Yo is one of the hundreds, maybe thousands, of girls employed in the bar trade of Patong Beach. She is, theoretically, a 'hello' girl. They work the dense flow of human traffic shuffling past the bar trying to entice them inside. Yo will earn 10baht for every drink a customer buys from her, and 50baht for every 'lady drink' which the customer buys for her.

Her real money will come from sleeping with customers. Girls in the better bars of Patong will earn around 5000baht per month in salary and tips. Yo can earn 1500baht by spending the night with a 'farang', a catch all term for westerners

Her salary, 5000baht, is almost enough to get by on. A small apartment can be rented up around Nanai road for 4000baht a month. If she shares her apartment, which will be one bed in a single room some 3 metres square with a bathroom in the corner, this will allow her to live reasonably well on the money that she has coming in. But Yo, along with many, many of her peers, has a problem; she has a son living at home with her mother and she is their only source of income.

Home, for Yo, is Chaiyaphum. Chaiyaphum is a remote, desperately poor North Eastern province.
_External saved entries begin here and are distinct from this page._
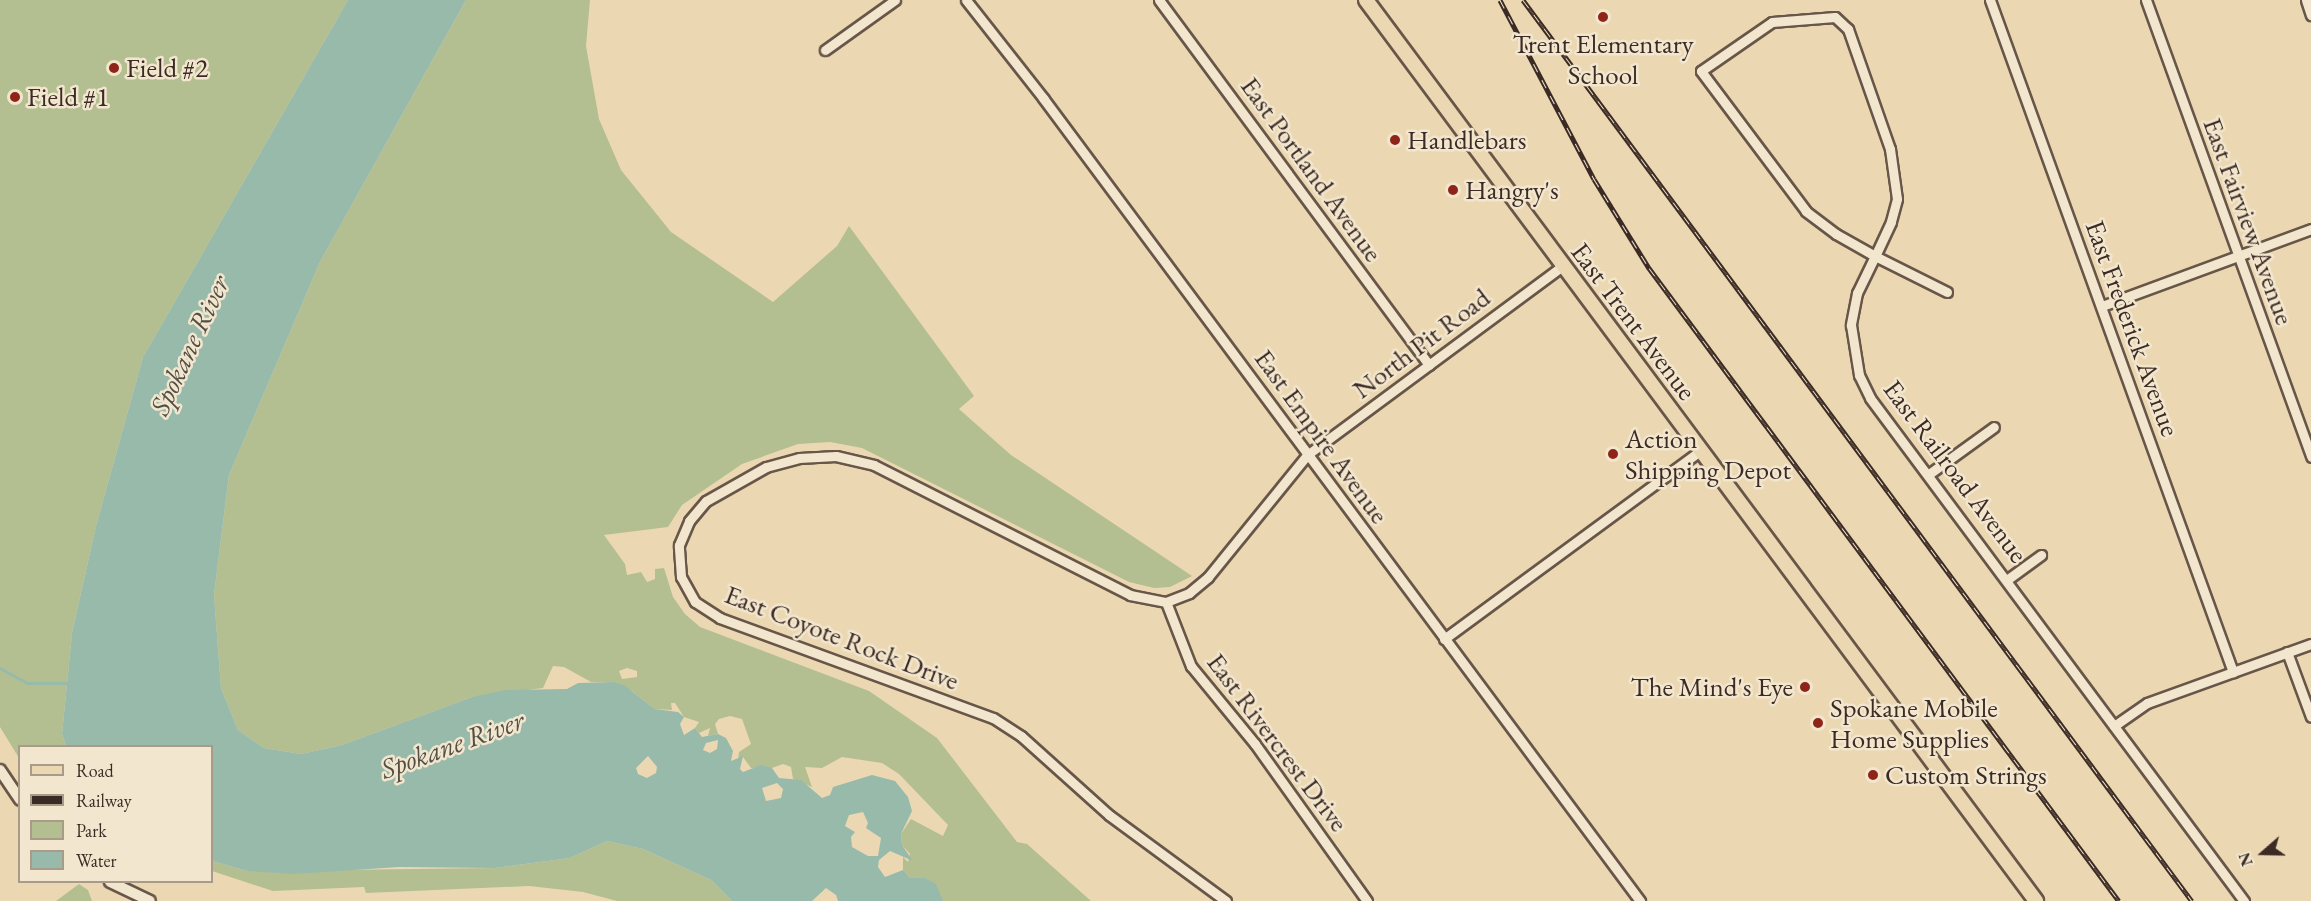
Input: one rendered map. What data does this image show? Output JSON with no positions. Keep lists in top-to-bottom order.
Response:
{
  "streets": {
    "main road": ["East Trent Avenue"],
    "street": [
      "East Portland Avenue",
      "East Fairview Avenue",
      "East Frederick Avenue",
      "North Pit Road",
      "East Empire Avenue",
      "East Railroad Avenue",
      "East Coyote Rock Drive",
      "East Rivercrest Drive"
    ]
  },
  "crossings": [
    ["East Portland Avenue", "North Pit Road"],
    ["East Trent Avenue", "North Pit Road"],
    ["North Pit Road", "East Empire Avenue"],
    ["East Coyote Rock Drive", "East Rivercrest Drive"]
  ],
  "water": ["Spokane River"],
  "places": [
    "Trent Elementary School",
    "Field #2",
    "Field #1",
    "Handlebars",
    "Hangry's",
    "Action Shipping Depot",
    "The Mind's Eye",
    "Spokane Mobile Home Supplies",
    "Custom Strings"
  ],
  "legend": [
    "Road",
    "Railway",
    "Park",
    "Water"
  ],
  "north": "left"
}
Yo's mother is poor by Chaiyaphum standards, her husband is dead from too much cheap whisky and home is a wooden affair with a tin roof and more holes in the walls than windows to fill them. The floor is earth, the electrics are rudimentary and everyone knows that you do not switch lights on when the rain comes. When the sun shines the temperature rises to 120 degrees inside. The toilet, for Yo's mum, is thirty yards away, shared with the neighbours.

It was not always so for Yo's parents, she married at 18 into a good local family. The boy's parents paid a substantial sin-sod (dowry) which enabled Yo with her new husband, her parents and her sister to move into a house large enough to accommodate them all; the future looked very bright.

Yo's new husband, as a good Thai man would be, was diligent and loving at first, Yo was the most beautiful girl in the village and all the boys coveted her. He was fortunate and knew it. Soon though, he grew restless and adventurous. He found a business opportunity in neighbouring Myanmar, persuaded Yo that his idea was good, and she in turn convinced her parents.

They borrowed some money against the house and followed his dream. Yo's husband was not good with money, he began to drink and to play cards, the business never materialised and soon enough the money was gone, they fought, and then he was gone as well, never to be seen again.

The result for Yo was catastrophic, her family was deemed to owe the money so they lost their home. The whole family moved into the crude wooden house in the blistering dustbowl outside the city where Yo's son was born shortly before her father died.

With no men bringing in money, the girls needed to find work. All rural Thais aspire to owning their own home, once they stop paying rent the amount of money needed to live plummets and they have an asset against which to borrow. The prospect of starting a family business becomes tantalisingly real and independence becomes possible; owning a property is the Holy Grail.

For bargirls, that is the aspiration and the driving force behind doing what they do. For Yo, that Holy Grail is a hopelessly distant dream, for before she buys her own house she has to pay for the one which her husband cost them. The total debt she is saddled with is some 300 thousand baht: an impossibly ambitious sum.

Yo and her sister worked at regular jobs for a while, they could pick rice or other crops for 50baht a day. There is also the possibility of factory work in Nakhon Sawan, a four hour bus trip, but the money is little better.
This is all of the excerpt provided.